Blogs

InsightOut: The role of Apache Atlas in the open metadata ecosystem

Frameworks for open metadata and governance

Distinguished Engineer, IBM Analytics Group CTO Office, IBM

In part 1 of this blog series, I described why we need open metadata. In this blog post I will cover how Apache Atlas could become the basis for an open metadata ecosystem. 

Introducing Apache Atlas

Apache Atlas emerged as an Apache incubator project in May 2015. It is scoped to provide an open source implementation for metadata management and governance. The initial focus was the Apache Hadoop environment although Apache Atlas has no dependencies on the Hadoop platform itself. 

At its core, Apache Atlas has a graph database for storing metadata, a search capability based on Apache Lucene and a simple notification service based on Apache Kafka. There is a type definition language for describing the metadata stored in the graph and standard APIs for populating metadata, from business glossary terms, classification tags, data sources and lineage.  

The start of an ecosystem

What makes Apache Atlas different from other metadata solutions is that it is designed to ship with the platform where the data is stored. It is, in fact, a core component of the data platform. This means the different processes and engines that run on the platform can rely on its presence and have confidence to use its services in their operation.

In the Hadoop platform, the Apache Hive, Apache Sqoop, Apache Ranger, Apache Falcon and Apache Storm components already have integrations into Apache Atlas to populate metadata about the data they hold and the processing activity they perform. Learn more about cross component lineage and tag based policies. As more components populate the Apache Atlas metadata repository, there is a network effect, creating greater understanding of the activity on the platform and a greater motivation to contribute and use its contents.

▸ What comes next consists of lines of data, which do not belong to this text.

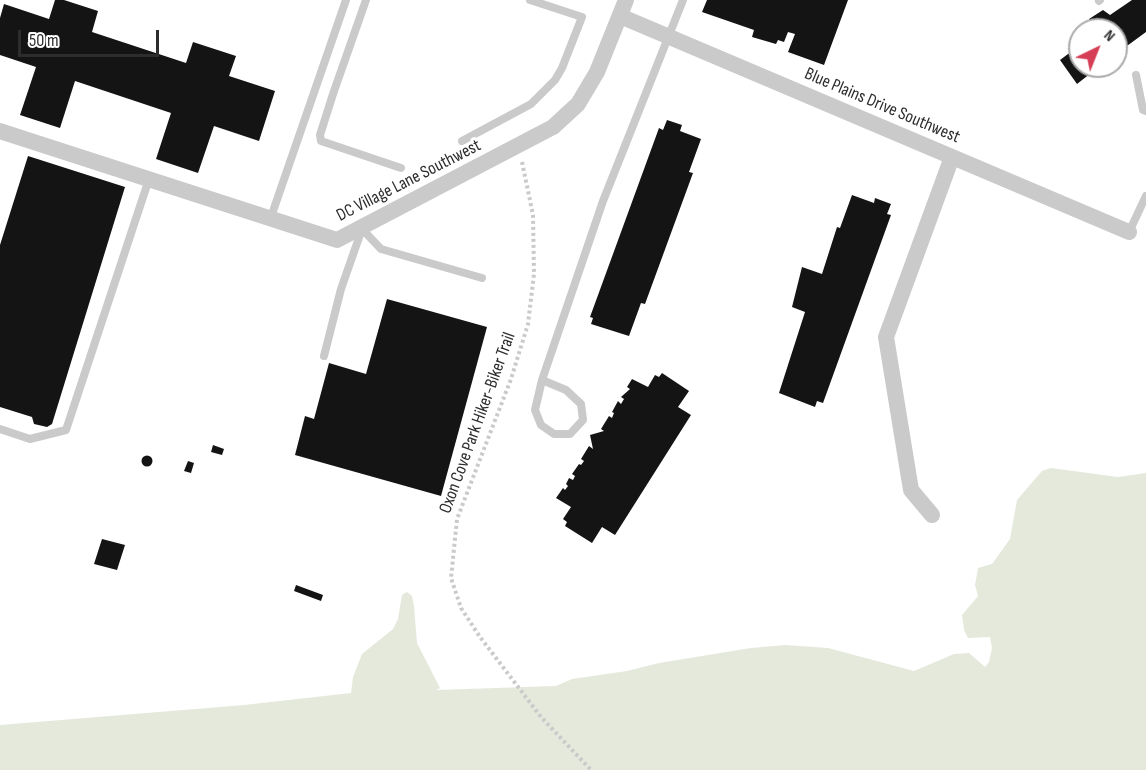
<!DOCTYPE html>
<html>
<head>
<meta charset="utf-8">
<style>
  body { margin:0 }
  #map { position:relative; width:1146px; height:770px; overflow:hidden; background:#fff; font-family:"Sofia Sans Condensed",sans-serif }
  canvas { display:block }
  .north { position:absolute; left:1068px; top:18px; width:60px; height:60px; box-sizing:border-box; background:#fff; border:2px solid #ababab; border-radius:50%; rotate:43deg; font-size:16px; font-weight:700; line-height:24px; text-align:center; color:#2d2d2d }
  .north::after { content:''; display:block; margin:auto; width:21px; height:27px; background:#d53e55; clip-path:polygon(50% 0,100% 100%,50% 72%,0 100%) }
  .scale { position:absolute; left:18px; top:30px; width:141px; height:27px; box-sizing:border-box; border:3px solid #2d2d2d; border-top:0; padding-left:8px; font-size:18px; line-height:21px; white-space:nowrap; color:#2d2d2d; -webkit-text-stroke:4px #fff; paint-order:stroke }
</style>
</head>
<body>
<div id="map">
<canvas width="1146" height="770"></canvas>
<div class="north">N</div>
<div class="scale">50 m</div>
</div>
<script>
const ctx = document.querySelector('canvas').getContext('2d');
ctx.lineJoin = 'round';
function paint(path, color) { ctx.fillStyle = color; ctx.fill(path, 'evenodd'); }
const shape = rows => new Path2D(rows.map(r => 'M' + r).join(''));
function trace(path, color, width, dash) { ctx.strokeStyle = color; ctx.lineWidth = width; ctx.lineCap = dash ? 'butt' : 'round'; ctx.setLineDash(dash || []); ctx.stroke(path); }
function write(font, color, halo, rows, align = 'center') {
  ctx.font = font + ' "Sofia Sans Condensed",sans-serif'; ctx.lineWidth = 6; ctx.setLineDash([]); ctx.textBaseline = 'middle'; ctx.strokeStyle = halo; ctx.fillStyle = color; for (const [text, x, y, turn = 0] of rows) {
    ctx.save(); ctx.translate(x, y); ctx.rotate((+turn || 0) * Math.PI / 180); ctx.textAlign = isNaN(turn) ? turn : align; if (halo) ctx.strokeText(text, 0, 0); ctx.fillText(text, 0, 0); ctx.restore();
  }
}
paint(shape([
  [1051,468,1118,477,1146,473,1146,770,0,770,0,725,244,705,351,693,353,677,362,654,393,629,398,619,402,595,407,592,412,596,414,606,417,643,440,688,436,690,556,686,572,679,627,671,659,663,751,648,785,645,828,648,914,671,954,654,969,653,985,667,989,662,992,648,990,637,968,638,964,630,962,615,978,596,975,585,978,568,992,564,1010,539,1017,500,1042,471]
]), '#e4e9dc');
paint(shape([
  [55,0,64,0,98,11,92,32,186,63,193,42,236,56,229,76,275,91,259,141,214,126,198,173,156,159,171,113,75,81,60,128,20,115,36,67,0,55,0,18,4,4,49,19],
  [707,0,848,0,824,65,788,52,795,34,788,32,784,42,778,40,776,44,752,37,754,30,702,12],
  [1132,0,1146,0,1146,32,1116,54,1116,30,1094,30,1089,19,1103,10,1110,15],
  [1080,45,1080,66,1100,66,1077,84,1060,60],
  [667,120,682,125,680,131,701,139,689,172,693,173,645,304,641,303,629,336,591,324,593,318,590,317,659,128,663,130],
  [28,156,125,187,52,424,47,427,34,424,32,417,0,407,0,245],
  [852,195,874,203,875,198,891,204,887,214,891,215,823,403,817,401,815,407,779,393,805,312,792,307,802,267,822,274,837,227,840,228],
  [387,299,487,327,441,496,295,455,305,416,314,419,329,363,366,374],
  [662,373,689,391,678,407,691,415,615,535,602,527,592,543,565,526,567,522,563,519,571,507,556,498,563,488,565,490,568,486,566,484,569,478,573,480,575,476,572,474,579,464,581,465,584,461,581,459,589,446,593,449,590,435,604,431,601,429,609,416,612,418,614,413,612,412,618,401,621,404,624,399,621,397,630,389,627,387,632,379,648,387,655,375,659,377],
  [213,445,224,449,222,455,211,452],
  '141.5 461a5.5 5.5 0 1 1 11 0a5.5 5.5 0 1 1-11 0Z',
  [188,461,194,463,191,473,184,471],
  [102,539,125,545,117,570,94,564],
  [296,585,323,595,321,601,294,591]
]), '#141414');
trace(shape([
  [522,162,533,215,534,274,528,324,511,379,457,519,451,578,461,608,480,637,541,717,591,770]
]), '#cacaca', 4, [3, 3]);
trace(shape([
  [366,0,333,94,320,135,321,141,401,168],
  [1099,1,1100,0],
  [1136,75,1143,110,1146,111],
  [462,141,531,104,555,80,562,68,582,17,530,0],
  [271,217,346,0],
  [1129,232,1146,196],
  [324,356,341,289,362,229,381,249,482,278],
  [542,380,566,390,581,404,583,420,570,434,554,434,541,425,535,410,542,380,603,201,683,0],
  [0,429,30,439,66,430,149,179]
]), '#cacaca', 8);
trace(shape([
  [620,16,1129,232],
  [0,131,337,240,553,127,578,104,597,72,626,0],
  [932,515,911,490,886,337,952,157]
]), '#cacaca', 16);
write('18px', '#2d2d2d', '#fff', [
  ["Blue Plains Drive Southwest",882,106,23],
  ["DC Village Lane Southwest",409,181,-27],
  ["Oxon Cove Park Hiker-Biker Trail",478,423,-70]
]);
</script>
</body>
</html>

Building on the foundation

Collecting metadata is important, but in a complex data environment it is action that counts. For Apache Atlas to live up to its potential, it needs some additional frameworks to enable automatic metadata capture and the active management of data and related assets on the platform.

The first framework is the open discovery framework. This supports analytics that can investigate, classify and characterize the data stored on the platform and add metadata about it to the metadata repository. These discovery analytics functions are plugged into the open discovery framework. They execute in a pipeline, each feeding off of the results of discovery analytics functions that ran before them and adding new insights in their turn.

The open discovery framework can be triggered by events in the data platform, such as the arrival of new data, or by a scheduler providing regular scans of the data.

Next is the governance action framework. Similar to the open discovery framework, the governance action framework is triggered by individual events, or via a scheduler. It is responsible for executing the prescribed governance actions whenever certain situations are detected. For example, if sensitive data is being copied into an unsecured repository, the governance action framework may automatically mask or filter out the sensitive data.  

Some actions are performed inline and others may just be triggered with an asynchronous notification if the processing may take some time, or requires a person to review the situation.

Connecting the frameworks together 

For these frameworks to be triggered at the appropriate time, Apache Atlas needs to be called whenever data is accessed, created, changed or deleted. At these times, it needs to be passed details of the data being manipulated, what that data represents (this is described in the metadata) and details of the process and person that is issuing the request. An effective place to add these calls is in a connector framework.

Connectors are components used to interact with a particular type of data stored in a data store. They provide a programming API for manipulating the data that is compatible with the programming language used by the calling component, and they handle the network calls and any formatting of data necessary to exchange data between the data store and the calling component.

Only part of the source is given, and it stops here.